Re: BUG #18146: Rows reappearing in Tables after Auto-Vacuum Failure in PostgreSQL on Windows - Mailing list pgsql-bugs

From Noah Misch
Subject Re: BUG #18146: Rows reappearing in Tables after Auto-Vacuum Failure in PostgreSQL on Windows
Date
Msg-id 20250406181613.61.nmisch@google.com
Whole thread Raw
In response to Re: BUG #18146: Rows reappearing in Tables after Auto-Vacuum Failure in PostgreSQL on Windows  (Thomas Munro <thomas.munro@gmail.com>)
List pgsql-bugs
On Fri, Sep 06, 2024 at 11:05:26AM +1200, Thomas Munro wrote:
> Subject: [PATCH v3 1/3] RelationTruncate() must set DELAY_CHKPT_START.
> 
> Previously, it set only DELAY_CHKPT_COMPLETE. That was important,
> because it meant that if the XLOG_SMGR_TRUNCATE record preceded a
> XLOG_CHECKPOINT_ONLINE record in the WAL, then the truncation would also
> happen on disk before the XLOG_CHECKPOINT_ONLINE record was
> written.

I read this commit (75818b3) with intense interest, mostly to see if it found
a rule that commit 8e7e672 needs to follow and didn't (no).  I did want to
find or make an example of interleaved events where DELAY_CHKPT_COMPLETE is
still necessary.  Do any of you have such an example?  Here were my
unsuccessful attempts:

==== Attempt: from upthread

On Wed, Oct 11, 2023 at 12:59:39PM -0400, Robert Haas wrote:
> Suppose that RelationTruncate set both DELAY_CHKPT_START and
> DELAY_CHKPT_COMPLETE. I think that would prevent this problem. P2
> could still choose the redo LSN after P1 logged the truncate, but it
> wouldn't then be able to reach CheckPointBuffers() until after P1 had
> reached RegisterSyncRequest. Note that setting *only*
> DELAY_CHKPT_START isn't good enough, because then we can get this
> history:
> 
> P1: log truncate
> P2:                        choose redo LSN
> P2:                        CheckPointBuffers()
> P1: DropRelationBuffers()
> P2:                        ProcessSyncRequests()
> P2:                        log checkpoint
>               *** system loses power ***

If "choose redo LSN" happens at the point shown there, DELAY_CHKPT_START won't
allow CheckPointBuffers() at the point shown there, so this interleaving
doesn't happen.


==== Attempt: XLOG_SMGR_TRUNCATE+DropRelationBuffers() just after checkpoint waits for DELAY_CHKPT_START

P2:                        choose redo LSN 1
P2:                        CheckPointBuffers() enter
P1: DELAY_CHKPT_START enter
P1: log truncate
P1: DropRelationBuffers()
P2:                        CheckPointBuffers() actual flushes
P2:                        ProcessSyncRequests()
P2:                        log checkpoint
P2:                        choose redo LSN 2 (next checkpoint)
              *** system loses power, below were still in future ***
P1: ftruncate()
P1: RegisterSyncRequest()
P1: DELAY_CHKPT_START exit

DropRelationBuffers() made CheckPointBuffers() do less work, and the validity
of the checkpoint is now tied to truncate happening eventually.  However, if
XLOG_CHECKPOINT_ONLINE reaches disk, that implies XLOG_SMGR_TRUNCATE reached
disk first.  Any recovery starting at or before LSN 1 will redo
XLOG_SMGR_TRUNCATE.  Data integrity is fine.

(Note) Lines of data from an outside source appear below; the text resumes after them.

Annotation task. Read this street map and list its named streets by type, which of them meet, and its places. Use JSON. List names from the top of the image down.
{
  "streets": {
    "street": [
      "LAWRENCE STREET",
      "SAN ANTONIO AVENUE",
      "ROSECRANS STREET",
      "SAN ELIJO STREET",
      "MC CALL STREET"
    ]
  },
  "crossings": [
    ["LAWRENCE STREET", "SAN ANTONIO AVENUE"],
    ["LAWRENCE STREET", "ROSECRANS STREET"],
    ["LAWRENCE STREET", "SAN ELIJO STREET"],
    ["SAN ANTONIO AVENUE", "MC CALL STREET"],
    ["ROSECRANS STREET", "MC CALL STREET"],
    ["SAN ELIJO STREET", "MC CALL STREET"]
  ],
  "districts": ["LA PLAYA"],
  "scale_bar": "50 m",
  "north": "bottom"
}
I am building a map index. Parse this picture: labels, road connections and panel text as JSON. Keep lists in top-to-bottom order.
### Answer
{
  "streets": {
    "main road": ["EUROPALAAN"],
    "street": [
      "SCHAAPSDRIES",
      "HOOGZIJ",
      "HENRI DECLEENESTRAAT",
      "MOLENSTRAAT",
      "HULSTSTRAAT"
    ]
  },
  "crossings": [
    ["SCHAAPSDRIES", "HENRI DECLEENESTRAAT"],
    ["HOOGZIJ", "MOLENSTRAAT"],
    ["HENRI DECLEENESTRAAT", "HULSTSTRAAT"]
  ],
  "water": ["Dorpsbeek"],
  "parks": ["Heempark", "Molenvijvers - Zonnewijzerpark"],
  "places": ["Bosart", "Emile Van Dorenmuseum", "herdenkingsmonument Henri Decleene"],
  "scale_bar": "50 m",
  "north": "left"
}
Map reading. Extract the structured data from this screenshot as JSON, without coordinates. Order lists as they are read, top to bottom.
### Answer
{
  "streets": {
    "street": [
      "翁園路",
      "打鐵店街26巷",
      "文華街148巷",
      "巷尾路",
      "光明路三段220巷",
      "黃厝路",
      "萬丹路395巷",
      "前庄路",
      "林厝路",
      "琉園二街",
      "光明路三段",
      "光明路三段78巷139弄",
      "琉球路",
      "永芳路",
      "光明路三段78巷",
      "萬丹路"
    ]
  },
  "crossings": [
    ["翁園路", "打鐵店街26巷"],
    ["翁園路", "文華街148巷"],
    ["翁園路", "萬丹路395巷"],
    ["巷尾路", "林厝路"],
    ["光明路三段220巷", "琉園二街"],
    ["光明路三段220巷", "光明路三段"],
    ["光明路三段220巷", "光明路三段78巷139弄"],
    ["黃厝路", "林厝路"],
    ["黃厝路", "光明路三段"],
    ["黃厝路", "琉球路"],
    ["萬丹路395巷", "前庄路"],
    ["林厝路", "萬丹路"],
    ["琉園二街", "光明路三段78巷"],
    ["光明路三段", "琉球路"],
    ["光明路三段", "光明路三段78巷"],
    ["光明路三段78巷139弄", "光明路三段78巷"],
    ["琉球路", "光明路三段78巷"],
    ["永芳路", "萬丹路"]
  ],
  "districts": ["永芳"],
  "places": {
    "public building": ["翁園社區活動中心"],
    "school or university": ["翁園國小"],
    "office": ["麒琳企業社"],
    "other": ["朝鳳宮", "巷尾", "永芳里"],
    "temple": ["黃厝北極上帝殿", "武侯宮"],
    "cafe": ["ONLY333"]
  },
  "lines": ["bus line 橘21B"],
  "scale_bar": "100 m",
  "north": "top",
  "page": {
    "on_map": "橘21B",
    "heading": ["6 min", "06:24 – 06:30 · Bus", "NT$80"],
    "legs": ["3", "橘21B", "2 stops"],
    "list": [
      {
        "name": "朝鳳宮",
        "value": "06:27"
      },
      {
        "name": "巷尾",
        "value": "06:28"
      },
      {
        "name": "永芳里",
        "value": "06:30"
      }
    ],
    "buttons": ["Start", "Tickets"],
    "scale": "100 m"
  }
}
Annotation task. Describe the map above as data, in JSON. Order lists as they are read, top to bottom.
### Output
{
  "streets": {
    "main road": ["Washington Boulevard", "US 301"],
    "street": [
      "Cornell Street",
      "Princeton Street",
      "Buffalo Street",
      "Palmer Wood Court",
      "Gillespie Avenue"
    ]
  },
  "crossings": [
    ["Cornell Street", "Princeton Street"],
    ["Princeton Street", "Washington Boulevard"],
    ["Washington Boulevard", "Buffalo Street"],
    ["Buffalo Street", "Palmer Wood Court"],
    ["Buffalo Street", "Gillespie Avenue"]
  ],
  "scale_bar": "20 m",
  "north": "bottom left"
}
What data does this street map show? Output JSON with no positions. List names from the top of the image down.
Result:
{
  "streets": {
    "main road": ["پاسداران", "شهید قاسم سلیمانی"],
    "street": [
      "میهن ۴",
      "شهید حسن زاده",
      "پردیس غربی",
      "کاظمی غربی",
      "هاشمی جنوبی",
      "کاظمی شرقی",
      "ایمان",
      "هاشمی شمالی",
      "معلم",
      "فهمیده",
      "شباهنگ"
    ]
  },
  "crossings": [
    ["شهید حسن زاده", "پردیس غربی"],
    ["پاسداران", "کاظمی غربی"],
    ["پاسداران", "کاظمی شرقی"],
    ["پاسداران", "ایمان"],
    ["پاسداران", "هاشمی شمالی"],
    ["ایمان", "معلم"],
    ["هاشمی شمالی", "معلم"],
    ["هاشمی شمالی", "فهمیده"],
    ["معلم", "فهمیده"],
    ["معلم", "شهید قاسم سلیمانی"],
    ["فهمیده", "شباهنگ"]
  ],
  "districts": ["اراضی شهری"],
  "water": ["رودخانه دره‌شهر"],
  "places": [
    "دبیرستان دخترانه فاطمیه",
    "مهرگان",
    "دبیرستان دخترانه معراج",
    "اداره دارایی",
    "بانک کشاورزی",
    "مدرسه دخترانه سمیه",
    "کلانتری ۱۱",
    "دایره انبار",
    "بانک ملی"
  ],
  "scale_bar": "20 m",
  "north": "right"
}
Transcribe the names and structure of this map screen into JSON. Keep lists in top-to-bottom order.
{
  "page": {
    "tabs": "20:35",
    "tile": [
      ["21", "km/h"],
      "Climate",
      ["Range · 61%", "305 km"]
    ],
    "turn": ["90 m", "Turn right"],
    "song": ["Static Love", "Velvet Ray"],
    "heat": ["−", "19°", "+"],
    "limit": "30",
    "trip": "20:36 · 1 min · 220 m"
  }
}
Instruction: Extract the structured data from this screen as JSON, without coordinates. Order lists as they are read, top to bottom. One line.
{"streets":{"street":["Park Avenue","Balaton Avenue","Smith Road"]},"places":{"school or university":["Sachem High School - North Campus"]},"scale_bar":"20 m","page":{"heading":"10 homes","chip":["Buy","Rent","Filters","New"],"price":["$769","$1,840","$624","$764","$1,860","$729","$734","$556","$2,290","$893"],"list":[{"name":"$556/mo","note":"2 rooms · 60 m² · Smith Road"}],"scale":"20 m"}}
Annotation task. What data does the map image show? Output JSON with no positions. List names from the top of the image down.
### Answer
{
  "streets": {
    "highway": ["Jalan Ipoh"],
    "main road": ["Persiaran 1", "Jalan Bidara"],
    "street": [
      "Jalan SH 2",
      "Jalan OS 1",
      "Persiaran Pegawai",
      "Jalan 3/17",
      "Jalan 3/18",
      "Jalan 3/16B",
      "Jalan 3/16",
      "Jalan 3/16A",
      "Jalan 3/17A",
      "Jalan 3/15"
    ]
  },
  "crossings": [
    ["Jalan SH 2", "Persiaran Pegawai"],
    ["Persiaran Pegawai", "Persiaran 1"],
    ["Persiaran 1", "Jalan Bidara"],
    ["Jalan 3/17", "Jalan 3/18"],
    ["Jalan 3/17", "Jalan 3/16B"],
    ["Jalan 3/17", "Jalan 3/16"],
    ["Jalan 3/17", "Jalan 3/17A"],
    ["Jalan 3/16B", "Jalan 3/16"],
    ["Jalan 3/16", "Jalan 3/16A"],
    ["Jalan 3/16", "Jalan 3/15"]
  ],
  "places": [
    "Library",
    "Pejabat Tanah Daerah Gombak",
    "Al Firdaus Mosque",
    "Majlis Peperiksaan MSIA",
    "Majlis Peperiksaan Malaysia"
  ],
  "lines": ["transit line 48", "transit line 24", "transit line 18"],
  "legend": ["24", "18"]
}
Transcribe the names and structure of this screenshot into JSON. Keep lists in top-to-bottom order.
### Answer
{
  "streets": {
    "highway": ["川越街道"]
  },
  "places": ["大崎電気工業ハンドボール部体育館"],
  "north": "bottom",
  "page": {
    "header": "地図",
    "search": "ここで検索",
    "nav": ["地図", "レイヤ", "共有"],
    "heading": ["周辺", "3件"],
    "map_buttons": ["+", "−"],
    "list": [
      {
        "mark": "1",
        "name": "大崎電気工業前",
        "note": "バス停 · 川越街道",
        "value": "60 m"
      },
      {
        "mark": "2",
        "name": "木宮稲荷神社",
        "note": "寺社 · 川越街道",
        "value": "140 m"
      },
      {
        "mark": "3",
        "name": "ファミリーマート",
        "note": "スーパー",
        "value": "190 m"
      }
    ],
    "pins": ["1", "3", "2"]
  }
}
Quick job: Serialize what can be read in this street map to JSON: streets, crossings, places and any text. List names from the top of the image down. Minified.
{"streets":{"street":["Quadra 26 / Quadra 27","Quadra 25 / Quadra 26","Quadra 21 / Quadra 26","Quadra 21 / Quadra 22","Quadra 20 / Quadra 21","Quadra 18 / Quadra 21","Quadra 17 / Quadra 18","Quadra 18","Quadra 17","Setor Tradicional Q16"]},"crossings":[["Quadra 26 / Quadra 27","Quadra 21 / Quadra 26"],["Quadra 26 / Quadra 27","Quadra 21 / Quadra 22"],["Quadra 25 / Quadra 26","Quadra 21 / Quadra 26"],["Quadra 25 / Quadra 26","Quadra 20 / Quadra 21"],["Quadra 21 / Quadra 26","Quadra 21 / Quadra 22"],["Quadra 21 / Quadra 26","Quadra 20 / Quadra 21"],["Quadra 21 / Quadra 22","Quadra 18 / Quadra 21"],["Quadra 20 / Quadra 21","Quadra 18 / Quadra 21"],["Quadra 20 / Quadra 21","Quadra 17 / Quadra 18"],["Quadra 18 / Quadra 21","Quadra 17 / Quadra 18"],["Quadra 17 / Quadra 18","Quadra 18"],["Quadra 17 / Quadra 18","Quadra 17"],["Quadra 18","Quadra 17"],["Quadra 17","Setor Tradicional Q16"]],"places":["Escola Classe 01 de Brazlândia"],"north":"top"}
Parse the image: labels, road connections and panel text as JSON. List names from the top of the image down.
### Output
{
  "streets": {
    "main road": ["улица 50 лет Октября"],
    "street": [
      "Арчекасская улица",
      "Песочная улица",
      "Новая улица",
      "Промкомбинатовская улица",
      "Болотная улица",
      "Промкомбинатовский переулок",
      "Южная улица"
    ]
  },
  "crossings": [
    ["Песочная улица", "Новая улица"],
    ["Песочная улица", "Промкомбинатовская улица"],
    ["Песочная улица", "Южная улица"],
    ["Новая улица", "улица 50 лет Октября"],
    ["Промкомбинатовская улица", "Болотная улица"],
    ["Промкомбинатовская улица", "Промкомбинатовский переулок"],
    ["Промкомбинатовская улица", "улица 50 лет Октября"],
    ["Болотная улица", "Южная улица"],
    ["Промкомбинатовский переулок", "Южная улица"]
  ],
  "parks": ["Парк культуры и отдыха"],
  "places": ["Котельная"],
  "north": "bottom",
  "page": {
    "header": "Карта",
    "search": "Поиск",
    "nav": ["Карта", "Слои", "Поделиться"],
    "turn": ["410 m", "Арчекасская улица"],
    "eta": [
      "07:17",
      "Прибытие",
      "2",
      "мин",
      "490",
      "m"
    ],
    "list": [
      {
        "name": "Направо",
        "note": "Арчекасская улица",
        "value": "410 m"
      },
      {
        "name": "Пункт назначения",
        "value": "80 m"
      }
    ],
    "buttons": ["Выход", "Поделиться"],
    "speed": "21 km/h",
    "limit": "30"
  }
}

==== Attempt: replay finding "older contents than expected"

A key RelationTruncate() code comment mentions this:

     * First, the truncation operation might drop buffers that the checkpoint
     * otherwise would have flushed. If it does, then it's essential that the
     * files actually get truncated on disk before the checkpoint record is
     * written. Otherwise, if replay begins from that checkpoint, the
     * to-be-truncated blocks might still exist on disk but have older
     * contents than expected, which can cause replay to fail. It's OK for the
     * blocks to not exist on disk at all, but not for them to have the wrong
     * contents. For this reason, we need to set DELAY_CHKPT_COMPLETE while
     * this code executes.

However, I can't see how to make that happen.  RelationTruncate() has
AccessExclusiveLock on the relation, so no other WAL records for the truncated
block range are happening while we hold DELAY_CHKPT_START.  In the previous
attempt, any WAL records for the truncated block range must be before
XLOG_SMGR_TRUNCATE (such records tolerate older content) or after
XLOG_CHECKPOINT_ONLINE (since RelationTruncate() held AccessExclusiveLock at
least that late).


==== Attempt: all truncate steps just after XLOG_CHECKPOINT_REDO

P1: DELAY_CHKPT_START enter
P2:                        choose redo LSN
P1: log truncate
P1: DropRelationBuffers()
P1: ftruncate()
P1: RegisterSyncRequest()
P1: DELAY_CHKPT_START exit
P2:                        CheckPointBuffers()
P2:                        ProcessSyncRequests()
P2:                        log checkpoint
              *** system loses power ***

Recovery sees the XLOG_CHECKPOINT_ONLINE, which implies it also sees and
replays the XLOG_SMGR_TRUNCATE.  Data integrity is fine.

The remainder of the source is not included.